Returning to our delivery options, our third option is the public cloud. This is when a customer hosts IdentityIQ in a public cloud platform like Amazon web services or Microsoft Azure. Some organizations have asked for this option in order to maximize the benefits of a fully-owned and operated identity governance platform, balanced with the agility and the efficiencies of the cloud.

Fourth, and finally, we’re seeing some organizations request a managed service delivery option. In this alternative IdentityIQ and/or SecurityIQ are hosted and delivered by one of our recommended managed service providers, allowing the customer to delegate some or all identity governance administration to a proven service provider to assess, deploy, manage, and support overall identity efforts.

Total revenue was $49.7 million, an increase of 40% over Q1 of 2017. Licensed revenue was $17 million, an increase of 39% year over year. Q1 licensed revenue was ahead of our expectations and some of the out-performance was due to closing deals that were targeted for the second quarter.

Subscription revenue was also strong in the first quarter of 2018 at $23 million of 54% year over year. Our subscription revenue grew at a rapid pace on a year over year basis and increase sequentially, which was ahead of our expectations.

(that makes 3 Qs in a row of Sub rev at 50%+ y/y)

How about Q4 from 1 year ago? Doesn’t appear to be a CC, but here is press release. They went public in Nov 2017:
https://seekingalpha.com/pr/17081039-sailpoint-announces-fou…

Revenue: Total revenue was $67.8 million, a 53% increase over Q4 2016. License revenue was $36.7 million, a 65% increase over Q4 2016. Subscription revenue was $21.2 million, a 51% increase over Q4 2016. Services and other revenue was $9.9 million, a 23% increase over Q4 2016.

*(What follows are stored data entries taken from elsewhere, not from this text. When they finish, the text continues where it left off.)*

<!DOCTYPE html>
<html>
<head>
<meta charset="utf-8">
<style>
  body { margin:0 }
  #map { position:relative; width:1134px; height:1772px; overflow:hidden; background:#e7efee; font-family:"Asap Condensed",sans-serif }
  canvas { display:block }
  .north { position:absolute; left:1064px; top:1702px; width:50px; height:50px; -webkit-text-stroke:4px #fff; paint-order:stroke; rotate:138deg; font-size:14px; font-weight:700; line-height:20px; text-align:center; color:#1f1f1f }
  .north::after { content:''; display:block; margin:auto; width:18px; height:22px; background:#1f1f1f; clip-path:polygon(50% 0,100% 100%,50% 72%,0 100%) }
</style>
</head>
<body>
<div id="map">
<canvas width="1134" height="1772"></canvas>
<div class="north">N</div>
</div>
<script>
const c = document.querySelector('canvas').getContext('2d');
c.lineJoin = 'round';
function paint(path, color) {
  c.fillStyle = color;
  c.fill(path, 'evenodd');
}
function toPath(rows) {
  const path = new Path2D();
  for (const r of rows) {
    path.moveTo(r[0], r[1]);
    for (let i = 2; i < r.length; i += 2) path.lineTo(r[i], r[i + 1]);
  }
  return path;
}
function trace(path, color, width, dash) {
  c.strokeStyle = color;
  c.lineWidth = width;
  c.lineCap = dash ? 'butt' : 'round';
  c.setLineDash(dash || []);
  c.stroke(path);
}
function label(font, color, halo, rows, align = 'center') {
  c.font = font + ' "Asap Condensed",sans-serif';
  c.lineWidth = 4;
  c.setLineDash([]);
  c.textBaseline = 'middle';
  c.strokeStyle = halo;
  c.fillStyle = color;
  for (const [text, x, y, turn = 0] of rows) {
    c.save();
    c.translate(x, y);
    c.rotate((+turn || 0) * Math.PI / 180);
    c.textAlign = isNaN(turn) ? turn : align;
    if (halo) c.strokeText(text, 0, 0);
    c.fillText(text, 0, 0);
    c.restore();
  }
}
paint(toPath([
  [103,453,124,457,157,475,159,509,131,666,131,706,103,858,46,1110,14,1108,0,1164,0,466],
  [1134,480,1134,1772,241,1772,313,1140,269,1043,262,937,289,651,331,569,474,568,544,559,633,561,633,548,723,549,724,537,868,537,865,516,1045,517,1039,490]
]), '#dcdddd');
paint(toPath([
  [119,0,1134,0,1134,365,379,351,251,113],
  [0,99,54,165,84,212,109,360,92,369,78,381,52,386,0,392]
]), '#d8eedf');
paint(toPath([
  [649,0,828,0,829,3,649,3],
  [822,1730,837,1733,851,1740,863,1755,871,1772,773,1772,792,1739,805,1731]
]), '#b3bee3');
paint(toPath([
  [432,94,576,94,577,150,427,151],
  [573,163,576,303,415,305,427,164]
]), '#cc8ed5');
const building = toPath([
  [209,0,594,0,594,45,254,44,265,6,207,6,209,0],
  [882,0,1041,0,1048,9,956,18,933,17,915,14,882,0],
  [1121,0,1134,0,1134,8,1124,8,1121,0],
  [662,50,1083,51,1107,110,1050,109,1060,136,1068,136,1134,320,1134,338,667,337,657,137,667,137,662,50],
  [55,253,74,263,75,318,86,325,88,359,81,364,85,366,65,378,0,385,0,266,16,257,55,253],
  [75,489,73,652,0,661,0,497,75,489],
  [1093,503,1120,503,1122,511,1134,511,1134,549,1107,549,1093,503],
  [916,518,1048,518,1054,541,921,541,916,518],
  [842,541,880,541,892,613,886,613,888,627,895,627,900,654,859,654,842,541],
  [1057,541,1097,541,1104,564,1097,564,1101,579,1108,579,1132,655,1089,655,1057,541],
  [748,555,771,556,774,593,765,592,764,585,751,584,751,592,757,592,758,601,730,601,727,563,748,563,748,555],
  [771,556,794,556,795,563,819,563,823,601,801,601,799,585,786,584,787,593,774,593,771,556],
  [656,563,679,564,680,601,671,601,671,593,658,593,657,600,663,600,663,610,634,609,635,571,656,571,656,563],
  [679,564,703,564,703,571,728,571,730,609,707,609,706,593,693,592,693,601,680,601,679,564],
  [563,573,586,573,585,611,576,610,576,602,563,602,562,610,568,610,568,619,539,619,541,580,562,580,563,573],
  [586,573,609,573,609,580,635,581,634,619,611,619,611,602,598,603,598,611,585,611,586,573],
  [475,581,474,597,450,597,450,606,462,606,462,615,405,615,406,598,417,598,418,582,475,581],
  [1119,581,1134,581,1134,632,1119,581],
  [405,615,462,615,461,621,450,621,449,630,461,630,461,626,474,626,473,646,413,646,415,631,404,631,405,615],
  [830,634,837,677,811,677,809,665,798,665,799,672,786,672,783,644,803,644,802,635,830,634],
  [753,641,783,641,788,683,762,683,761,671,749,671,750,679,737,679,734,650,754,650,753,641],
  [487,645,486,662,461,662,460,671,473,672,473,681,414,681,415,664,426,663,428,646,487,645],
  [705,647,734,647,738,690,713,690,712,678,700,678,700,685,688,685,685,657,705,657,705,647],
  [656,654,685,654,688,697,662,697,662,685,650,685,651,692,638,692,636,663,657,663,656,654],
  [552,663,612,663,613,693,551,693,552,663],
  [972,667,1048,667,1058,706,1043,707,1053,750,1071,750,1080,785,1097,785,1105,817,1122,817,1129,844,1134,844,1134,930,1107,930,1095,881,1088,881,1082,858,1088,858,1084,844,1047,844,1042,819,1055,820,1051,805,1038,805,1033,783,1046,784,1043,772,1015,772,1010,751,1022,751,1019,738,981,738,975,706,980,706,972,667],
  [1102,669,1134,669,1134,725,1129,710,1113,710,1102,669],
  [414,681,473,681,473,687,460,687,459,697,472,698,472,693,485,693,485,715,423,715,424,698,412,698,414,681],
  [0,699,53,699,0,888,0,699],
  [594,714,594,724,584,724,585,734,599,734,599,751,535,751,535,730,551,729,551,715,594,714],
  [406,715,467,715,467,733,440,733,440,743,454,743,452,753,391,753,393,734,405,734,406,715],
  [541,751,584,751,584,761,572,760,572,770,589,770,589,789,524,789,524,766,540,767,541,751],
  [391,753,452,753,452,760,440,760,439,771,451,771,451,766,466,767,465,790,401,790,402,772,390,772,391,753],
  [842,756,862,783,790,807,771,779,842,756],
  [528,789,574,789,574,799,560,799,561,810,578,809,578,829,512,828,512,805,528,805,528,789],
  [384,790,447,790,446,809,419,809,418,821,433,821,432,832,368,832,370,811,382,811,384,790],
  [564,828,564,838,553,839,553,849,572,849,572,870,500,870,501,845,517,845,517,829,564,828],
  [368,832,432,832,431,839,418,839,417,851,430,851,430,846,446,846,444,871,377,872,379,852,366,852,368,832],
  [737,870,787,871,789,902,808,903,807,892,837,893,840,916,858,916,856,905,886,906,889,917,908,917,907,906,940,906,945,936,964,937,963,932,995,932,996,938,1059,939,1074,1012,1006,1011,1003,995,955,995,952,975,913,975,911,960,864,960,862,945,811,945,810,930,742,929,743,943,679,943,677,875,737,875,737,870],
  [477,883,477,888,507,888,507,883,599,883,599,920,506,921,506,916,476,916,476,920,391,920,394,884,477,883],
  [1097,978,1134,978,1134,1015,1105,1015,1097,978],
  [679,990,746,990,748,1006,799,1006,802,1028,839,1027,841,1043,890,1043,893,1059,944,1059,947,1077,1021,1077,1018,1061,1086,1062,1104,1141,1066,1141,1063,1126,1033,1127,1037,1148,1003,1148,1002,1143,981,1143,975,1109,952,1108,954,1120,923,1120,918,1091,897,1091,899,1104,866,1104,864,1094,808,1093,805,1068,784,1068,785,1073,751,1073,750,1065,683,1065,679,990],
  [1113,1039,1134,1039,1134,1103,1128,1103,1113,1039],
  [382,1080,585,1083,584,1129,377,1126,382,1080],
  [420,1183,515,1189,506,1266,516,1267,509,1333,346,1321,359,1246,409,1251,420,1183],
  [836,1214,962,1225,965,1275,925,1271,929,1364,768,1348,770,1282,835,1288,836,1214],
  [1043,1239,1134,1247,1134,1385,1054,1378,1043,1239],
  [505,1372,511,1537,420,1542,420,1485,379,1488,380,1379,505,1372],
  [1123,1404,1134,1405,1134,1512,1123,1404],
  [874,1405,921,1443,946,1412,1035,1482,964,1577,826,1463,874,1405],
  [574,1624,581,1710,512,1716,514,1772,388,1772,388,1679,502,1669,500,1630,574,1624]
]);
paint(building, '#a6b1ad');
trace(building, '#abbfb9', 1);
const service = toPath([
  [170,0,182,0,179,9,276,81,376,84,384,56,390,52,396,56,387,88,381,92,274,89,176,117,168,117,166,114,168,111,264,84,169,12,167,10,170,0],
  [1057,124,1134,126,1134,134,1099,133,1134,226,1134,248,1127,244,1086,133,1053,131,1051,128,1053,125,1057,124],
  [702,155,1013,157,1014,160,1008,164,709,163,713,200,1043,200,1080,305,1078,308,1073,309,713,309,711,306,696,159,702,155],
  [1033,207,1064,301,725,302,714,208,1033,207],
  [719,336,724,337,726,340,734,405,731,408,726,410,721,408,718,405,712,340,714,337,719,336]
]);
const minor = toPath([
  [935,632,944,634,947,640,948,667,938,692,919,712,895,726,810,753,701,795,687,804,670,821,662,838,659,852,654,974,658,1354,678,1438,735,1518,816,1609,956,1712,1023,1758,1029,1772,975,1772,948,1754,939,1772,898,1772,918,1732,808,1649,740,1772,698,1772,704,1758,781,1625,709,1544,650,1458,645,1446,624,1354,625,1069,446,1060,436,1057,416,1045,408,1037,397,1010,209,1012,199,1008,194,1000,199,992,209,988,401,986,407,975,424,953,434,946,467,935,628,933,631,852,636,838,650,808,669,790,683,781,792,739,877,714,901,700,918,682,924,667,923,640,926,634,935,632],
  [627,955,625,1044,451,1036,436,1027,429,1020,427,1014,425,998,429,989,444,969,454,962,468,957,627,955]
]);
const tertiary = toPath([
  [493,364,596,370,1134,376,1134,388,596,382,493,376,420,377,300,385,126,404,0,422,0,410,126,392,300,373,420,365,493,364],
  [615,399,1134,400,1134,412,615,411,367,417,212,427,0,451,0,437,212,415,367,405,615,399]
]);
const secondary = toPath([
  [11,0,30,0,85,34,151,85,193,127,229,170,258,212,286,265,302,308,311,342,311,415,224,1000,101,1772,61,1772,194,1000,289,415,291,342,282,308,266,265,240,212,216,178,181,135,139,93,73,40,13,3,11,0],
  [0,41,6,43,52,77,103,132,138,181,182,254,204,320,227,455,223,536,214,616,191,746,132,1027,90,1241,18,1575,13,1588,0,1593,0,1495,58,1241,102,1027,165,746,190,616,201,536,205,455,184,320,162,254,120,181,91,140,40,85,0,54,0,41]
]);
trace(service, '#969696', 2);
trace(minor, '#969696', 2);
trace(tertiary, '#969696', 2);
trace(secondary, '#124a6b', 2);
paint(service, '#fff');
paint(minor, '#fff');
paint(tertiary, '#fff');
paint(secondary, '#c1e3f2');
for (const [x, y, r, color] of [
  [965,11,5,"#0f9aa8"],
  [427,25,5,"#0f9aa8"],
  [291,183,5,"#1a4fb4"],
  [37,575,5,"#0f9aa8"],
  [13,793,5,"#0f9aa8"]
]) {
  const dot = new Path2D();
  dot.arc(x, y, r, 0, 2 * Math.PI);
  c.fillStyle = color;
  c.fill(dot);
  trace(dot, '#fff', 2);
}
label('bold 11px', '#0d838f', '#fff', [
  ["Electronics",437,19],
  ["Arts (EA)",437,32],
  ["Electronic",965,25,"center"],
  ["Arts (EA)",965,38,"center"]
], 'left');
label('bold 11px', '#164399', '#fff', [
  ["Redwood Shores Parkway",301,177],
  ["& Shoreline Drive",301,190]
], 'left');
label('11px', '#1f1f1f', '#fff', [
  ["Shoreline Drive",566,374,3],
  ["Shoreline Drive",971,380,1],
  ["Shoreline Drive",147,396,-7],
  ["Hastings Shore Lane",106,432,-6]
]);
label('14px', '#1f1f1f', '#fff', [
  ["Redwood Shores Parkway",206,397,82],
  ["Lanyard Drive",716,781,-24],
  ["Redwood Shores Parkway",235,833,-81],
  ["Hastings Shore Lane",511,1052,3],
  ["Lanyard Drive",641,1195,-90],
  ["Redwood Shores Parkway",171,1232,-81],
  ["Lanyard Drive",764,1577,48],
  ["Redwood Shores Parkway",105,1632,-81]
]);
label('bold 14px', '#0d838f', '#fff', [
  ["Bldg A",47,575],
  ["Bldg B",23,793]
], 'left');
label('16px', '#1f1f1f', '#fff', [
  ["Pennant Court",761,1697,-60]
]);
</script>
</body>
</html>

(So they had a big Q4 last year in licensing. Again, they appear to have larger pops likely tied to bigger deals that go the licensing route, making for lumpiness in licensing. But if you note the Sub Rev # is again over 50%, which means they have been growing Sub Rev at over 50% y/y for 4 straight Q’s. Hopefully their upcoming ER will mark 5 straight.)

Financial Highlights for Full Year 2017:

Revenue: Total revenue was $186.1 million, a 41% increase year-over-year. License revenue was $79.2 million, a 46% increase year-over-year. Subscription revenue was $71.0 million, a 44% increase year-over-year. Services and other revenue was $35.8 million, a 25% increase year-over-year.

(So it appears they grew Sub revenue, in 2017 over 2016 by 44%. Yet we know the first 3 Q’s of 2018 they have grown Sub Rev over 50%. So it appears we do have Sub Revenue going in the right direction).